How 'Rock Star' Became a Business Buzzword
HughPickens.com writes: Carina Chocano writes in the NYT that once, a long time ago, a rock star was a free-spirited, convention-flouting artist/rebel/hero/Dionysian fertility god who fronted a world-famous band, sold millions of records and headlined stadium concerts where people were trampled in frenzies of cultlike fervor. Now 'rock star'' has made a complete about-face and in its new incarnation, it is more likely to refer to a programmer, salesperson, social-media strategist, business-to-business telemarketer, recruiter, management consultant or celebrity pastry chef than to a person in a band. The term has become shorthand for a virtuosity so exalted it borders on genius — only for some repetitive, detail-oriented task. According to Chocano, posting a listing for a job for which only ''rock stars'' need apply casts an H.R. manager as a kind of corporate Svengali; "That nobody is looking for a front-end developer who is addicted to heroin or who bites the heads off doves in conference rooms goes without saying. Pretty much anyone can be a ''rock star'' these days — except actual rock stars, who are encouraged to think of themselves as brands."

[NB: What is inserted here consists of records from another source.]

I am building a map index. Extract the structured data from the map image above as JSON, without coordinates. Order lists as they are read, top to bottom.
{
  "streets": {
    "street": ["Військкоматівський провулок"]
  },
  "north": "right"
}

Ego branding for the sake of hiring egotistical developers and analysts. Therein lies the rub.
A "rock star" can be a real thing. It could be someone who continually, and repeatedly, produces great work that impacts the entire community. These people exist most don't want the branding. But companies can't hire them; they're too expensive.
So the "rock star" became the one-hit wonder person. Someone who released a nifty script on github and gave a con talk on it. Two years ago.
Slowly, over time, that rock star status has turned into "most influential". That is, those with the most twitter followers, regardless of how good they are at their craft. Don't know anything beyond basic Ruby coding and lack knowledge of security programming... but have 50K followers? Rock Star! HIRED!
Considering oneself a rock star in order to apply for such a job breaks the whole "No Asshole Rule" for hiring.